## Data shown
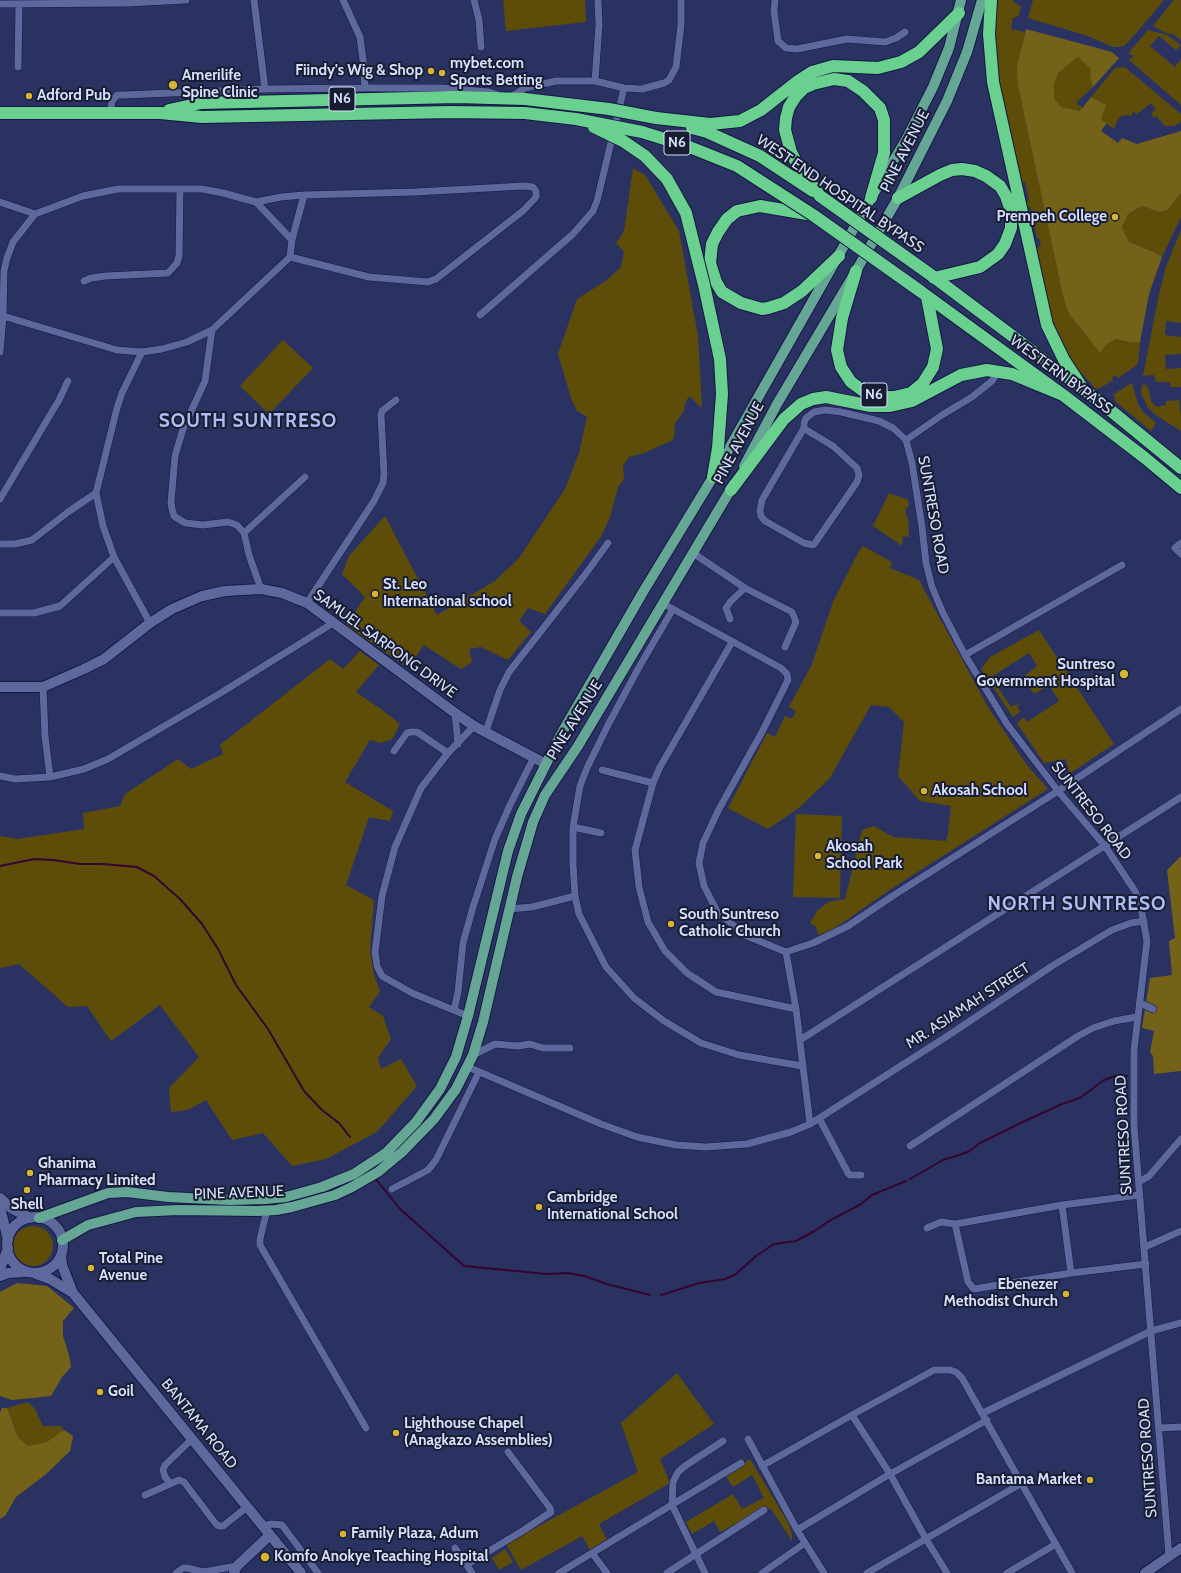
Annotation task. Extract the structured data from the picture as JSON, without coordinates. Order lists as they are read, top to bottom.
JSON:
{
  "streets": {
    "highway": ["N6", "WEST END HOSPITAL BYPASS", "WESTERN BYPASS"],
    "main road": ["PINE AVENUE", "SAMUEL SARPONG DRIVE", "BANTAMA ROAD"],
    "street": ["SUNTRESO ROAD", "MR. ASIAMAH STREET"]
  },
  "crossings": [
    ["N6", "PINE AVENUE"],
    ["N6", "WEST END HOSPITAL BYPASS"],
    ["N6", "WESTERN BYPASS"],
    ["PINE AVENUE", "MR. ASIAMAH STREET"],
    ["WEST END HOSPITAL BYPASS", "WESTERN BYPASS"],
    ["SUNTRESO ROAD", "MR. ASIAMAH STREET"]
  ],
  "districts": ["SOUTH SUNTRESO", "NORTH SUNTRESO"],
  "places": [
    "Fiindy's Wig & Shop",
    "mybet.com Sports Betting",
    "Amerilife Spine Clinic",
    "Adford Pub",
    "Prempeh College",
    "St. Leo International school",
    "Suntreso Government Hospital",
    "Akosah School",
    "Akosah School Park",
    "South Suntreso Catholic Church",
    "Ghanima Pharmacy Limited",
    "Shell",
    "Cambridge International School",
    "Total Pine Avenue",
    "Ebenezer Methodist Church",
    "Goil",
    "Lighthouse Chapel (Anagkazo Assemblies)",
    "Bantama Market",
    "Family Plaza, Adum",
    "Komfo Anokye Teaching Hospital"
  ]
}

## Problem requirements
In your copy, include every record word for word but no pictures.

## Solution to this exercise
Annotation task. Extract the structured data from the picture as JSON, without coordinates. Order lists as they are read, top to bottom.
JSON:
{
  "streets": {
    "highway": ["N6", "WEST END HOSPITAL BYPASS", "WESTERN BYPASS"],
    "main road": ["PINE AVENUE", "SAMUEL SARPONG DRIVE", "BANTAMA ROAD"],
    "street": ["SUNTRESO ROAD", "MR. ASIAMAH STREET"]
  },
  "crossings": [
    ["N6", "PINE AVENUE"],
    ["N6", "WEST END HOSPITAL BYPASS"],
    ["N6", "WESTERN BYPASS"],
    ["PINE AVENUE", "MR. ASIAMAH STREET"],
    ["WEST END HOSPITAL BYPASS", "WESTERN BYPASS"],
    ["SUNTRESO ROAD", "MR. ASIAMAH STREET"]
  ],
  "districts": ["SOUTH SUNTRESO", "NORTH SUNTRESO"],
  "places": [
    "Fiindy's Wig & Shop",
    "mybet.com Sports Betting",
    "Amerilife Spine Clinic",
    "Adford Pub",
    "Prempeh College",
    "St. Leo International school",
    "Suntreso Government Hospital",
    "Akosah School",
    "Akosah School Park",
    "South Suntreso Catholic Church",
    "Ghanima Pharmacy Limited",
    "Shell",
    "Cambridge International School",
    "Total Pine Avenue",
    "Ebenezer Methodist Church",
    "Goil",
    "Lighthouse Chapel (Anagkazo Assemblies)",
    "Bantama Market",
    "Family Plaza, Adum",
    "Komfo Anokye Teaching Hospital"
  ]
}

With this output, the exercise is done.